| What you are asked to do |
For this exercise, repeat the records below exactly and omit every picture.

| Extracted entries |
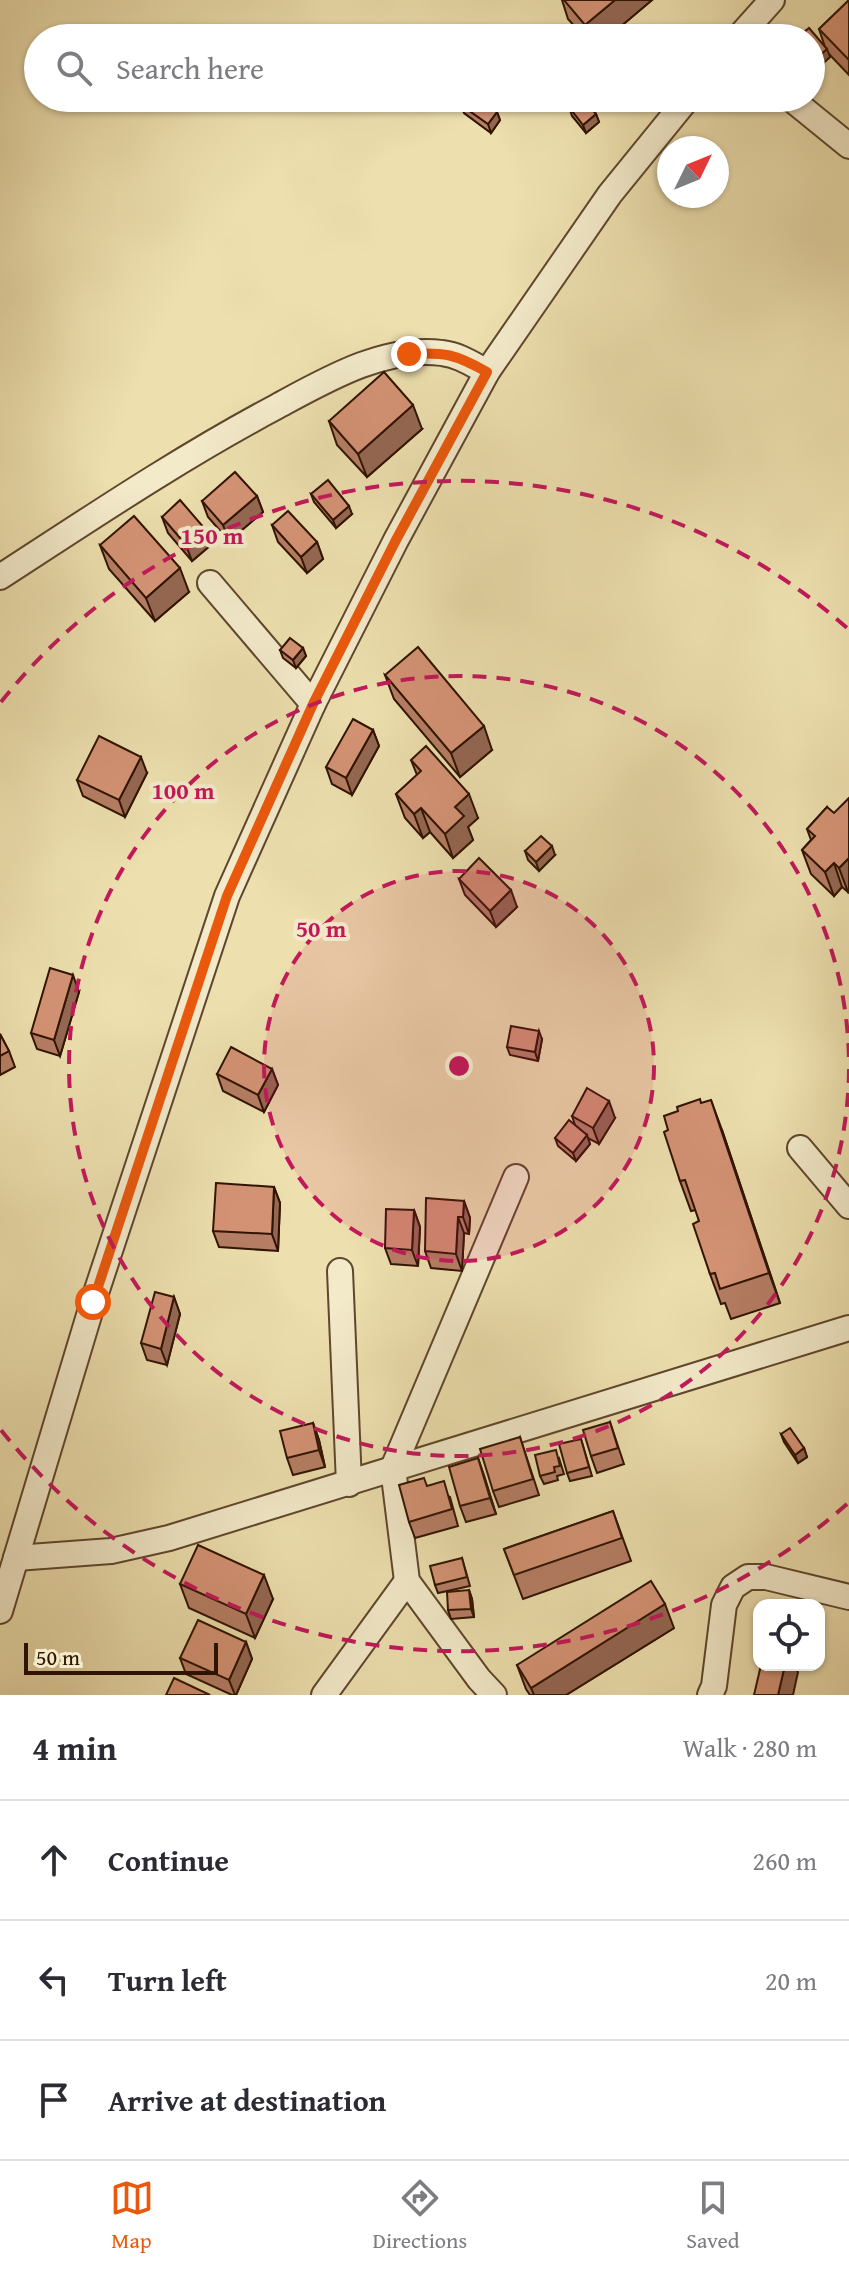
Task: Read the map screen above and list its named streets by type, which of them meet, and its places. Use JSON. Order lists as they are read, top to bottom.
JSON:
{
  "scale_bar": "50 m",
  "north": "top right",
  "page": {
    "search": "Search here",
    "scale": "50 m",
    "heading": ["4 min", "Walk · 280 m"],
    "list": [
      ["Continue", "260 m"],
      ["Turn left", "20 m"],
      "Arrive at destination"
    ],
    "nav": ["Map", "Directions", "Saved"]
  },
  "rings": ["150 m", "100 m", "50 m"]
}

| Solution for this problem |
Task: Read the map screen above and list its named streets by type, which of them meet, and its places. Use JSON. Order lists as they are read, top to bottom.
JSON:
{
  "scale_bar": "50 m",
  "north": "top right",
  "page": {
    "search": "Search here",
    "scale": "50 m",
    "heading": ["4 min", "Walk · 280 m"],
    "list": [
      ["Continue", "260 m"],
      ["Turn left", "20 m"],
      "Arrive at destination"
    ],
    "nav": ["Map", "Directions", "Saved"]
  },
  "rings": ["150 m", "100 m", "50 m"]
}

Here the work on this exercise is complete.